L'accueil à Guediawaye est aussi extraordinaire que celui de Diamaguene. Toutes les formatrices arrivent les unes après les autres pour vous être présentées et pour vous écouter. Ensuite, une visite de chaque atelier est organisée, et vous partez en 'cortège' dans les petites rues sableuses pour vous rendre chez ces particuliers qui prêtent leurs maisons à l'association. Là, au pied d'une porte, des chaussures, des tas de chaussures. Et derrière la porte, alors qu'on ne l'entendait pas d'en-bas, un vacarme assourdissant de femmes qui papotent et d'enfants qui jouent et qui crient parmi elles ! Ce sont les nouvelles, celles qui sont en formation pour une semaine. La pénombre s'installe mais elles sont toujours là, à tricoter du plastique. Le cortège s'assoit en face d'elles et les observe, prêt à donner ses conseils. Mais il est temps, je dois partir, je suis déjà très en retard. Il faut visiter le troisième atelier. C'est reparti pour un tour de quartier, toujours en compagnie de Baldé et des formatrices. Nous retrouvons un autre groupe, installé un peu plus précairement dans l'entrée d'une maison. Mais ... elles rient, elles dansent, l'accueil est tellement chaleureux qu'on en oublie l'heure ! L'ambiance est folle, on me pousse vers le fond de la pièce et on me tend une chaise, chacune me fait passer son panier, je ne sais plus comment m'en défaire ! Finalement, j'arrive enfin à sortir et je retrouve tout mon 'cortège' avec qui je repars vers la voiture ! Cette visite était si inattendue, si étonnante, je rentre ravie de tant de rencontres et d'espoirs.

 

Quelques notes sur KULJURU KESO à Guediawaye

Avant l’association, les femmes s’étaient regroupées en GIE. Grâce à d’autres projets humanitaires, elles bénéficient à Guediawaye de cours d’alphabétisation en wolof 3 fois / semaine le matin (3 heures/jour) financés par une structure espagnole jusqu’en janvier 2014. Les cours sont très ciblés (cuisine, hygiène, etc.).

 

A Guediawaye, 4 formatrices encadrent les trois ateliers.
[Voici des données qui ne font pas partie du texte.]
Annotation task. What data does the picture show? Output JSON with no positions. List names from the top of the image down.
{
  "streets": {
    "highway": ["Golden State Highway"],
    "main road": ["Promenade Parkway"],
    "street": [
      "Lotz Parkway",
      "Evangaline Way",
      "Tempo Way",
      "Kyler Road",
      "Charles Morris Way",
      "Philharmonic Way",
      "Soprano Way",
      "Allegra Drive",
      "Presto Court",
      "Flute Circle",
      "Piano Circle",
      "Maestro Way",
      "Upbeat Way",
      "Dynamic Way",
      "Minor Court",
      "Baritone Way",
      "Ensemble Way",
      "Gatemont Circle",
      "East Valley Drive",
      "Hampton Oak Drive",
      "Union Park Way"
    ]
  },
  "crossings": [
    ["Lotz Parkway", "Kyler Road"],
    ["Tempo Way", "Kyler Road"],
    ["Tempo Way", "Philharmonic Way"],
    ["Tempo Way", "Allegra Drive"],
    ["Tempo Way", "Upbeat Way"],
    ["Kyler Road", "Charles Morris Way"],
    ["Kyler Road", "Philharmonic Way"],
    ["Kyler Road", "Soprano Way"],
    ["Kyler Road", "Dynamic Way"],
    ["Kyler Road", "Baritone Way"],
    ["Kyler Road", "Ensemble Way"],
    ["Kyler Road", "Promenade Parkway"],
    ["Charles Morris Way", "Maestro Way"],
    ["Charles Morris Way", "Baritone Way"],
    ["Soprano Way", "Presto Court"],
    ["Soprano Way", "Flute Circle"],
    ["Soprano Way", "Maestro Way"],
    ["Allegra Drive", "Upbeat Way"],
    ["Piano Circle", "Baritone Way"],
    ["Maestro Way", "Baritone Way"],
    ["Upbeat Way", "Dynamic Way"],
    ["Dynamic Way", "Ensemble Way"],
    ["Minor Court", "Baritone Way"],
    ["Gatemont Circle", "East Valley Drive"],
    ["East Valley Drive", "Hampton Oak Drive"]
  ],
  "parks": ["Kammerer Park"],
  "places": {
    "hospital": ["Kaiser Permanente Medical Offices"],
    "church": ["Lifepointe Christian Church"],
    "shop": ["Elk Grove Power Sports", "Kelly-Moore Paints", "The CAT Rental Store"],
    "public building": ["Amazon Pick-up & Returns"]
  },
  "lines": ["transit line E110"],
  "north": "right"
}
Environ 90 personnes ont été formées ici. Les femmes se retrouvent toute la semaine sauf le samedi et le dimanche : elles suivent des cours d’alphabétisation et préparent ensemble du jus de gingembre ou de bissap pour le vendre. Les jours hebdomadaires de marché (lundi, jeudi et samedi), elles vont chercher les sacs. Elles ont sensibilisé une partie des commerçants pour qu’ils leur gardent des sachets.

 

Balde nous explique qu’au début il n’est pas facile de faire comprendre aux femmes que ce travail de recyclage n’est pas un travail dénigrant (ramasser des poches usagées peut paraître dégradant) et qu’au contraire il participe à la sauvegarde du patrimoine naturel du pays. C’est par un travail psychologique qu’il arrive à faire comprendre aux nouvelles l’intérêt de leur activité. Baldé est le seul homme de la structure, il apprécie de travailler avec des femmes, précisant que « les femmes sont des hommes comme tout le monde ».